Mohon tunggu...
Misri Gozan
Misri Gozan Mohon Tunggu... Guru Besar Teknik Kimia - UI, Ketua BATAP LAM TEKNIK-IABEE Persatuan Insinyur Indonesia

Ketua BATAP dan Komite Eksekutif LAM TEKNIK, Persatuan Insinyur Indonesia Guru Besar Teknik Kimia, Fakultas Teknik, Universitas Indonesia Pengasuh Pendidikan Dasar, Menengah dan Pesantren

Selanjutnya

Tutup

Pendidikan Pilihan

Penjaminan Mutu Kampus: Wajib hukumnya, tapi Tidak Mesti Bebani Negara

5 Mei 2025   13:34 Diperbarui: 16 Mei 2025   18:03 420
+
Laporkan Konten
Laporkan Akun
Kompasiana adalah platform blog. Konten ini menjadi tanggung jawab bloger dan tidak mewakili pandangan redaksi Kompas.
Lihat foto
Pendidikan. Sumber ilustrasi: PEXELS/McElspeth

Belakangan ini muncul wacana agar pelaksanaan akreditasi perguruan tinggi dan program studi dikembalikan sepenuhnya ke tangan negara melalui BAN-PT. Alasan yang dikemukakan cukup menggelitik: negara tidak boleh melepaskan tanggung jawab atas mutu pendidikan tinggi. Sekilas terdengar patriotik. Tapi benarkah akreditasi sepenuhnya tanggung jawab pemerintah?

Perlu diingat, kewajiban akreditasi sudah diatur sejak UU No. 2 Tahun 1989 dan PP No. 60 Tahun 1999, dengan pelaksana utama saat itu adalah BAN-PT, lembaga bentukan pemerintah. Namun seiring meningkatnya jumlah program studi, yang kini melampaui 31.000 menurut data PDDIKTI, BAN-PT tidak lagi mampu melayani semua kebutuhan secara efisien. Munculnya UU No. 12 Tahun 2012 menandai transformasi penting: akreditasi tetap wajib, namun pelaksanaannya tidak harus oleh negara, melainkan juga bisa dilakukan oleh Lembaga Akreditasi Mandiri (LAM) yang dibentuk oleh pemerintah atau masyarakat, yakni asosiasi profesi dan penyelenggara program studi.

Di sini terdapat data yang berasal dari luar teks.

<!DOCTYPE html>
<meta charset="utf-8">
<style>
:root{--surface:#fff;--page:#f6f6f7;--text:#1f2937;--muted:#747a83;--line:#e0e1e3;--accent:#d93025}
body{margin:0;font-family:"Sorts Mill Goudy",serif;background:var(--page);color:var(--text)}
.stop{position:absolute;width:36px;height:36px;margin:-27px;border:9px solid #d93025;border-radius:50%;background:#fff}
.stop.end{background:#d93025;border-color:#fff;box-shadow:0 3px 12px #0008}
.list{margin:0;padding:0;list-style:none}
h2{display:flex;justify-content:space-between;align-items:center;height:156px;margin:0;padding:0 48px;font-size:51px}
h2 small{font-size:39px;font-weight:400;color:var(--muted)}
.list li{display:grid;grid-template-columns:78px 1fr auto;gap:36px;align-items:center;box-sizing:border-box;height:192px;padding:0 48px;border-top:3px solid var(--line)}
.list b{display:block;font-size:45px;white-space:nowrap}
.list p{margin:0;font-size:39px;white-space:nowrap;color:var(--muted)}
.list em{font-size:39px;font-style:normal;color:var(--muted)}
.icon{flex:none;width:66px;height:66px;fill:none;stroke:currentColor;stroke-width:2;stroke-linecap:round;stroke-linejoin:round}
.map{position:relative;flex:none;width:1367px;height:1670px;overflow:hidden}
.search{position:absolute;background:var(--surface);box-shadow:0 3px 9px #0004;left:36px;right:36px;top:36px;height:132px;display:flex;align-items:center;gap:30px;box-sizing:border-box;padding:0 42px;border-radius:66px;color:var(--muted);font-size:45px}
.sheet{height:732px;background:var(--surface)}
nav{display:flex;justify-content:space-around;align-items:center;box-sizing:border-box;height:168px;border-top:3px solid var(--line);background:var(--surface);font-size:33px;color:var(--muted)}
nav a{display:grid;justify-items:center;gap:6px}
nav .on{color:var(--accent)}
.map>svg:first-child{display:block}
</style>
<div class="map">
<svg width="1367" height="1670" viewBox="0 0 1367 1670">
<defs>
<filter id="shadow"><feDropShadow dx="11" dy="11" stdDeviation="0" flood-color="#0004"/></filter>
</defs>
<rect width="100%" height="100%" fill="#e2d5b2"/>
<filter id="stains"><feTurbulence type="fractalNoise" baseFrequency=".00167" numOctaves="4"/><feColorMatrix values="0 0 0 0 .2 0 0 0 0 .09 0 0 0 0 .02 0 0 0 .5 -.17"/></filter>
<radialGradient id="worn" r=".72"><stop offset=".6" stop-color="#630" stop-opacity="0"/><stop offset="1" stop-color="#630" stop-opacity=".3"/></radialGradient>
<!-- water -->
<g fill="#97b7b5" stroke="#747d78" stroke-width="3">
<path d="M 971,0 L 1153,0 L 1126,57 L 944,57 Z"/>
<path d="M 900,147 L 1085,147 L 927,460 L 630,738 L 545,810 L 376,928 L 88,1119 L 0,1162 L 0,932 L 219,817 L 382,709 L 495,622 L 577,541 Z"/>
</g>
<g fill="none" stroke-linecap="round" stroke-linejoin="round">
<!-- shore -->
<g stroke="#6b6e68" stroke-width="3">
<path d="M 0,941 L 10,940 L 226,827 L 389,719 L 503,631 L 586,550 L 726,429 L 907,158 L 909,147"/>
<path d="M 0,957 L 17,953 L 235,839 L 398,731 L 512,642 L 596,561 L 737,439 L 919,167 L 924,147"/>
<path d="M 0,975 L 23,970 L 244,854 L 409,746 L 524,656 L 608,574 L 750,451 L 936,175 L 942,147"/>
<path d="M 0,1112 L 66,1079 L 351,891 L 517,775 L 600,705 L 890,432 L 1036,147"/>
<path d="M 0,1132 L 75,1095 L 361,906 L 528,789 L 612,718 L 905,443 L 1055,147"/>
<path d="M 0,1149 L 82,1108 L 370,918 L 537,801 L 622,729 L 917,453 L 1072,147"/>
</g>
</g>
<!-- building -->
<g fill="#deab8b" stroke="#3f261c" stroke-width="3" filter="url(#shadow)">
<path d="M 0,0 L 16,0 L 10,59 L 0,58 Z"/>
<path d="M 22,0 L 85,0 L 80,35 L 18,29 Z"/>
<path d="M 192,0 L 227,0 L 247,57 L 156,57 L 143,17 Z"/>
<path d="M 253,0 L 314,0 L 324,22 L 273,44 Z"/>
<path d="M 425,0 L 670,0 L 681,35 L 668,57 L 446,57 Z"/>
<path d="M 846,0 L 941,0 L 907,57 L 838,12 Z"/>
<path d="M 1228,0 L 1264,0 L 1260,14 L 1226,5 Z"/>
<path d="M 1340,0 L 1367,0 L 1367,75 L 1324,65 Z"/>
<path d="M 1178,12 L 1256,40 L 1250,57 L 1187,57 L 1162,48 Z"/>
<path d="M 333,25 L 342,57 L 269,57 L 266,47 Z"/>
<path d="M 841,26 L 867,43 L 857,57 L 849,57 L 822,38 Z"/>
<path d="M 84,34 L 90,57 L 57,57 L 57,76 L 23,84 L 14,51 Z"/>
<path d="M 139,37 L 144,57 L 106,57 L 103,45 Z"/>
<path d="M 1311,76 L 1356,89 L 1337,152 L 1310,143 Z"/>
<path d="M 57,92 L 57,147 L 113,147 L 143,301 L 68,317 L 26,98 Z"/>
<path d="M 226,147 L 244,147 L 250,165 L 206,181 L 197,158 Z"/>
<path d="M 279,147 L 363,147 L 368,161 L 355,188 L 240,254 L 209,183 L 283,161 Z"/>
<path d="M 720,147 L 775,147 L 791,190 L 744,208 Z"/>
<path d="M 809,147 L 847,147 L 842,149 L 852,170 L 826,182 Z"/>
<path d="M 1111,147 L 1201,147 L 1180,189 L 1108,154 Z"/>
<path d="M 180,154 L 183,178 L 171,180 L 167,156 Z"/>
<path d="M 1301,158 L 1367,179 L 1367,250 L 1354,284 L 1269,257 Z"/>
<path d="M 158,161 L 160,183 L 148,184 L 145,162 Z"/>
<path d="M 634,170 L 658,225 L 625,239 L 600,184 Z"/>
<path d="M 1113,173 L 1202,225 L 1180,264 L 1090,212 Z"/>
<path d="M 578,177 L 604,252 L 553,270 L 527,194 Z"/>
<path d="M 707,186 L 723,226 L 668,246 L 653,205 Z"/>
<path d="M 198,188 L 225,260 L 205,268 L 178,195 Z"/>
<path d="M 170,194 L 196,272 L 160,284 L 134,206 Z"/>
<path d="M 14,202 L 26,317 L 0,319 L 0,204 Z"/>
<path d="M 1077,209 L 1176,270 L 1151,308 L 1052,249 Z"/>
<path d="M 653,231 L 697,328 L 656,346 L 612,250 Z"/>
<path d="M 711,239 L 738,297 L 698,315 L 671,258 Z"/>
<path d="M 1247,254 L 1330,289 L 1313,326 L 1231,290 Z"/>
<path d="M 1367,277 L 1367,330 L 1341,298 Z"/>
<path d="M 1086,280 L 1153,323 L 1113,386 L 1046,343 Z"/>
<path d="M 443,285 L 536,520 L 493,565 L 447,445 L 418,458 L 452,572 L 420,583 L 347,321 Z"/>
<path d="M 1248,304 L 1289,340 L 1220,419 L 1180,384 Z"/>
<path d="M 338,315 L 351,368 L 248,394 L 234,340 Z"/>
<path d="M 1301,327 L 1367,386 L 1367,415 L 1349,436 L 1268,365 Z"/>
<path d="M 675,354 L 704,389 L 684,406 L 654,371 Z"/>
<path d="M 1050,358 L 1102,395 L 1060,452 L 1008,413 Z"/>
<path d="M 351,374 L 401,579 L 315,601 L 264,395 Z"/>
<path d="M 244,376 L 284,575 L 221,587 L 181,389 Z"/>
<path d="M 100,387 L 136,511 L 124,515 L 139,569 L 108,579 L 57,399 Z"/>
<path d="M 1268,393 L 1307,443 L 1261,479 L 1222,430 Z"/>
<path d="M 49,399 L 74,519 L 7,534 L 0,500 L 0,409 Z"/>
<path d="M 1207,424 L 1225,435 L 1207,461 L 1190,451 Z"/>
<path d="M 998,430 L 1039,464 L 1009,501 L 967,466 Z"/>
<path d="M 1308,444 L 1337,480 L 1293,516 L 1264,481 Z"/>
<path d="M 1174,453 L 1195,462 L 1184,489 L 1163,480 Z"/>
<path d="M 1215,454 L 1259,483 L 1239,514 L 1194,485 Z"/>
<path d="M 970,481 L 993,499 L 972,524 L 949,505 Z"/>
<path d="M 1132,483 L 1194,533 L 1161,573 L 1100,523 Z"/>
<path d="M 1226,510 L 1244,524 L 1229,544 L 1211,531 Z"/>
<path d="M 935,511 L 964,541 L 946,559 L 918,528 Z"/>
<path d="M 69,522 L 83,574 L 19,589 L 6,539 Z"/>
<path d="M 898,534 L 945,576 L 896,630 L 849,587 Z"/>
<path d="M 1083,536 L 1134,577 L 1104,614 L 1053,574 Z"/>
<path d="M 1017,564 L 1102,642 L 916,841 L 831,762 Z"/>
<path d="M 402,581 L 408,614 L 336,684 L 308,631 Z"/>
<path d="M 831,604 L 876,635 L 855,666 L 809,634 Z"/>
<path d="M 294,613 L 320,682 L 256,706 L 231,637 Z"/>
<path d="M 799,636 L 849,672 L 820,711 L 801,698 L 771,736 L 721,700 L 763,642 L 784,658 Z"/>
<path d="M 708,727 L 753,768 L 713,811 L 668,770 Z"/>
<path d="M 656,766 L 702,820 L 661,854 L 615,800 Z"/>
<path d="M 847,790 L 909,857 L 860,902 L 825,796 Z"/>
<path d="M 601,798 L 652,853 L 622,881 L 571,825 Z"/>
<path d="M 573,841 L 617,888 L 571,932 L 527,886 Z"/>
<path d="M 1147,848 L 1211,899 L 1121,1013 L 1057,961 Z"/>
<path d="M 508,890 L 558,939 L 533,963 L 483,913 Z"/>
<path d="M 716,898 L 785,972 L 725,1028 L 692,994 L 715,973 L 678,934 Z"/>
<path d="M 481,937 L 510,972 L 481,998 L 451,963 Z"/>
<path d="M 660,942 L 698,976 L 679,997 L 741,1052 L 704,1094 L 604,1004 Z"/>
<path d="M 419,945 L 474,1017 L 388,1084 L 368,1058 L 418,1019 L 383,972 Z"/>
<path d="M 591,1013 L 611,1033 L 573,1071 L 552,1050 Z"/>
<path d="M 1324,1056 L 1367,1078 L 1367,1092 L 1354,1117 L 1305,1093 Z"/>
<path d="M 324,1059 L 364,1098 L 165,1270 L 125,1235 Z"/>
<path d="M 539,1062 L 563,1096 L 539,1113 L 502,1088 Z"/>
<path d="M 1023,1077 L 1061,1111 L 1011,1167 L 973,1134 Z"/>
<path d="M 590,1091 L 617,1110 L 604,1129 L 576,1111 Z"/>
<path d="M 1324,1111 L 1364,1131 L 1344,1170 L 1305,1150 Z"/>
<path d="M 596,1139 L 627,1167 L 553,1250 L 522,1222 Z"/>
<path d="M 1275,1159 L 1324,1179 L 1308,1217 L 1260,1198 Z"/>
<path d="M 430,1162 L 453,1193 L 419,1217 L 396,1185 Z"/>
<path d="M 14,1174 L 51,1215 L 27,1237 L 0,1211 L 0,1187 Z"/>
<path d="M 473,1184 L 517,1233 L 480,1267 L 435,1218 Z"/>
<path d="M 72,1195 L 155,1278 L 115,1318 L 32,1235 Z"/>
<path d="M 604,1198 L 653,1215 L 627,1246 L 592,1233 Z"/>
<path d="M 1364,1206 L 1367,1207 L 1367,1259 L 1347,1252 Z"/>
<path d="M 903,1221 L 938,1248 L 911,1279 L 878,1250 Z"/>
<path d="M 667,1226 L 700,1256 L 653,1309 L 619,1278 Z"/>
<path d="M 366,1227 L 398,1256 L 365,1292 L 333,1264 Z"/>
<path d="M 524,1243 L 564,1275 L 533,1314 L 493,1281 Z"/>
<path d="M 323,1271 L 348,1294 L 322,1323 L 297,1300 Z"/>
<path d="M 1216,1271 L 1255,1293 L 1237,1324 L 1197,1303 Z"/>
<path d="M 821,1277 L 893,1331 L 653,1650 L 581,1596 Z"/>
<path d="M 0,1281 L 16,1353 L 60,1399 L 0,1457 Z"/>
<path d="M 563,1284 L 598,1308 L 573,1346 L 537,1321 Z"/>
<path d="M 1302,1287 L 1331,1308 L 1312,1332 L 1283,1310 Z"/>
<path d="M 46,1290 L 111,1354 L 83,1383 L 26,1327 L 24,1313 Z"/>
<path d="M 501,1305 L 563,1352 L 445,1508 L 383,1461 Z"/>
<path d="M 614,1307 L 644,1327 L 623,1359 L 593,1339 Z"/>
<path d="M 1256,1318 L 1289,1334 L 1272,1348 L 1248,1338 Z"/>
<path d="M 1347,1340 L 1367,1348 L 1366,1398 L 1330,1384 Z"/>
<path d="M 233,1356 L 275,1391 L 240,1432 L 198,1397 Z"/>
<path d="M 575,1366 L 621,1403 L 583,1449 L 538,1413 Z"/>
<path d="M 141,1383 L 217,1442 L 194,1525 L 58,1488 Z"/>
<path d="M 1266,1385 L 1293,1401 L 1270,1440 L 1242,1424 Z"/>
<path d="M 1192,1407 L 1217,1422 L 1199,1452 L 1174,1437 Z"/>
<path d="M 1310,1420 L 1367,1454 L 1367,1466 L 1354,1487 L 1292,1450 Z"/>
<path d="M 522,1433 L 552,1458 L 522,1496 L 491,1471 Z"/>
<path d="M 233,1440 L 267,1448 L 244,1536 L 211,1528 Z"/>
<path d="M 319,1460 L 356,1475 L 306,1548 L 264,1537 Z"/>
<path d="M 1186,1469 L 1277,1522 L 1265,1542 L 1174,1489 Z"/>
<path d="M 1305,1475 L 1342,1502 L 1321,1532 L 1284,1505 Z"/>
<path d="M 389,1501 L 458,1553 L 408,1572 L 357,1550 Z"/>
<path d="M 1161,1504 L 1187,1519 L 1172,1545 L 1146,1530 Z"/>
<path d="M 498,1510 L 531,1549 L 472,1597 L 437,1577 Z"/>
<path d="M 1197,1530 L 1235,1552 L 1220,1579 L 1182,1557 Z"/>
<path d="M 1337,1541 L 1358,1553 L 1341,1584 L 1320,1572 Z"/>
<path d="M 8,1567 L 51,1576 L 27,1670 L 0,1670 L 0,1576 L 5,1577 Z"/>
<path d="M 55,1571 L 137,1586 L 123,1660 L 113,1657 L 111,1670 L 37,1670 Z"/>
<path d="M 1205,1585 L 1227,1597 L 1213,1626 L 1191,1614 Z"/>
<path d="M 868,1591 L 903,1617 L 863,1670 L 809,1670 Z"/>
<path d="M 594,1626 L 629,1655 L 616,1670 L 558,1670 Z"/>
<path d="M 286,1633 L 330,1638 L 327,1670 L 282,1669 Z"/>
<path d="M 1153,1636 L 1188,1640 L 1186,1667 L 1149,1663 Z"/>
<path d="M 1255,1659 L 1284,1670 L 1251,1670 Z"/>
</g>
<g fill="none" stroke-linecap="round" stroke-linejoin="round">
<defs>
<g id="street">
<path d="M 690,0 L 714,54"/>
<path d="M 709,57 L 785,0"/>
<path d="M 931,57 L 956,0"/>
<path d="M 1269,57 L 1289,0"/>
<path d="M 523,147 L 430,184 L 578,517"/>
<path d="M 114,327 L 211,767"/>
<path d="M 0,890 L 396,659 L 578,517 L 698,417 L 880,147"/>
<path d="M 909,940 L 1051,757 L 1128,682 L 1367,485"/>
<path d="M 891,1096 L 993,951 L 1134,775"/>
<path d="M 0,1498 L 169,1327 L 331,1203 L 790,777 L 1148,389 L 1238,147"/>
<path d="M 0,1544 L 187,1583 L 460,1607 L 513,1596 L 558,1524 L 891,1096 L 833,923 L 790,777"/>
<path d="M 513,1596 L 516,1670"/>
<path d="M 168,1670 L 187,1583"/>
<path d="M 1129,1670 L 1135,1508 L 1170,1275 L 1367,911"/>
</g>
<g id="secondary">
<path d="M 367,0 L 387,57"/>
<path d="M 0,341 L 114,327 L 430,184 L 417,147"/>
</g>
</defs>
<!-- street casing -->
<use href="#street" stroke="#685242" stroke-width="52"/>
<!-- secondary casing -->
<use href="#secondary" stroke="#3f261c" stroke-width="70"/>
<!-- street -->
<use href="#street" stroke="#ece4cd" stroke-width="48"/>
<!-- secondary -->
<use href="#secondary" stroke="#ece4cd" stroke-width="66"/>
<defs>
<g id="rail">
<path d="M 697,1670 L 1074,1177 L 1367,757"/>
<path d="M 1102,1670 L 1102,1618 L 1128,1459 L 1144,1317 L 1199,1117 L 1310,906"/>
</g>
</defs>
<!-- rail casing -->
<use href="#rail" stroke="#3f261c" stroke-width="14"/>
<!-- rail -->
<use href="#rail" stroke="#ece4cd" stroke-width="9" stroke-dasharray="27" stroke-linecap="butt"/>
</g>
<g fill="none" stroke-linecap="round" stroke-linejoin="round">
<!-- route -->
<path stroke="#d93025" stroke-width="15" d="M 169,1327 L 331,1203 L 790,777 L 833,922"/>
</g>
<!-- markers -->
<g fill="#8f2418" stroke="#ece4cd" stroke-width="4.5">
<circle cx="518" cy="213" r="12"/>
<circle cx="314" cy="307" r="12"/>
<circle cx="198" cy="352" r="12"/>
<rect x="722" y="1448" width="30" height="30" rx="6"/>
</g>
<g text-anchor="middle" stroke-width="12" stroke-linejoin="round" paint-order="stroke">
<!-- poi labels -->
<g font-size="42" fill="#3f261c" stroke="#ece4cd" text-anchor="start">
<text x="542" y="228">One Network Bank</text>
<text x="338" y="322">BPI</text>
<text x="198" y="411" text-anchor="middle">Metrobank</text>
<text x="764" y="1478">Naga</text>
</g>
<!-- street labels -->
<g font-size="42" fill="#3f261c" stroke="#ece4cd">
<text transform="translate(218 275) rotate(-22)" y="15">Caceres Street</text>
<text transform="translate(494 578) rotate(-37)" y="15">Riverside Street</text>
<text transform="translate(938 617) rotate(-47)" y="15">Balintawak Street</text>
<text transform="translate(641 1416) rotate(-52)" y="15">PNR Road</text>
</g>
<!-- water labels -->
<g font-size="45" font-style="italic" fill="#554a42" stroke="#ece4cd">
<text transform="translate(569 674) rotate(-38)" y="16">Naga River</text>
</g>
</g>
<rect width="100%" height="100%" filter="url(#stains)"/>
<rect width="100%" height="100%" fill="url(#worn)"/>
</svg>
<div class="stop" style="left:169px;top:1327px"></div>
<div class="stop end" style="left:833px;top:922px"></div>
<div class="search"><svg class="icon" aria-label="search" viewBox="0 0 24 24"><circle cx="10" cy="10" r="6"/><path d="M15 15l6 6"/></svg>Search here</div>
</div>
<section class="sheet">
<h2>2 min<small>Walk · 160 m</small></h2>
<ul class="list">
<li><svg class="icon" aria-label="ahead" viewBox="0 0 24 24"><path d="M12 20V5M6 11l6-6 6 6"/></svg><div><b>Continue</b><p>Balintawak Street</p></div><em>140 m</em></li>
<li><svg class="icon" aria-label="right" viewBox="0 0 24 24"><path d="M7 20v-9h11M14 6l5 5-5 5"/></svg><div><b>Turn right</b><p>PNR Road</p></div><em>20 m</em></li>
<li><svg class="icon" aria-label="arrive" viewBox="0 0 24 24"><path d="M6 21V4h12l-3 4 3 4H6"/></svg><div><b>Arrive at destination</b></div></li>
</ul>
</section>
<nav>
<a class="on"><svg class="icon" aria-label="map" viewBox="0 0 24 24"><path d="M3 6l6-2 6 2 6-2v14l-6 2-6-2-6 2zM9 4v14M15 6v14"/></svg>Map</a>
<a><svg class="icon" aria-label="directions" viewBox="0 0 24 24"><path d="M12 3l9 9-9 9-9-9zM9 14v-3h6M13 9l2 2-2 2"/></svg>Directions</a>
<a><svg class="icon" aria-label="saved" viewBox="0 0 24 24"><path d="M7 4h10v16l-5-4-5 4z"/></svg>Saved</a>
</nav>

Langkah ini bukan sekadar desentralisasi, tapi strategi untuk memperkuat partisipasi komunitas keilmuan dalam menjamin mutu pendidikan tinggi. Negara tetap berperan dalam regulasi dan pengakuan, sementara LAM hadir untuk menjalankan proses akreditasi yang lebih responsif, profesional, dan akuntabel. Beban negara berkurang, namun tanggung jawab tetap terjaga.

Independensi LAM: Kunci Pengakuan Internasional

Independensi lembaga akreditasi tidak hanya penting untuk konsumsi nasional, tetapi juga menjadi prasyarat pengakuan global. Forum-forum akreditasi dunia seperti Washington Accord, Sydney Accord, dan Seoul Accord hanya mengakui lembaga yang independen secara hukum dan tata kelola. Campur tangan pemerintah secara langsung justru dinilai mengurangi kredibilitas penilaian.

Negara-negara seperti Amerika Serikat (ABET), Jerman (ASIIN, AQAS), Jepang (JUAA), hingga Korea Selatan (KCUE) telah lama mengadopsi model independen. Bahkan di kawasan ASEAN, Filipina memakai lembaga swasta PAASCU, sementara Malaysia dan Thailand mengembangkan badan semi-independen. Indonesia berada dalam jalur yang sama melalui kehadiran LAM. Contohnya, LAM TEKNIK telah menerapkan audit keuangan oleh akuntan publik dan memperoleh predikat Wajar Tanpa Pengecualian (WTP) serta sertifikasi ISO 9001:2015, menandakan akuntabilitas dan transparansi sejak awal.

Bukan Beban, Tapi Kesempatan

Anggapan bahwa akreditasi adalah beban sering kali muncul karena manajemen kampus yang belum tertata. Padahal, jika dikelola dengan baik, akreditasi bisa menjadi alat refleksi yang sangat strategis. Ia membantu menyusun peta jalan pengembangan berdasarkan data dan masukan dari sivitas akademika serta dunia kerja.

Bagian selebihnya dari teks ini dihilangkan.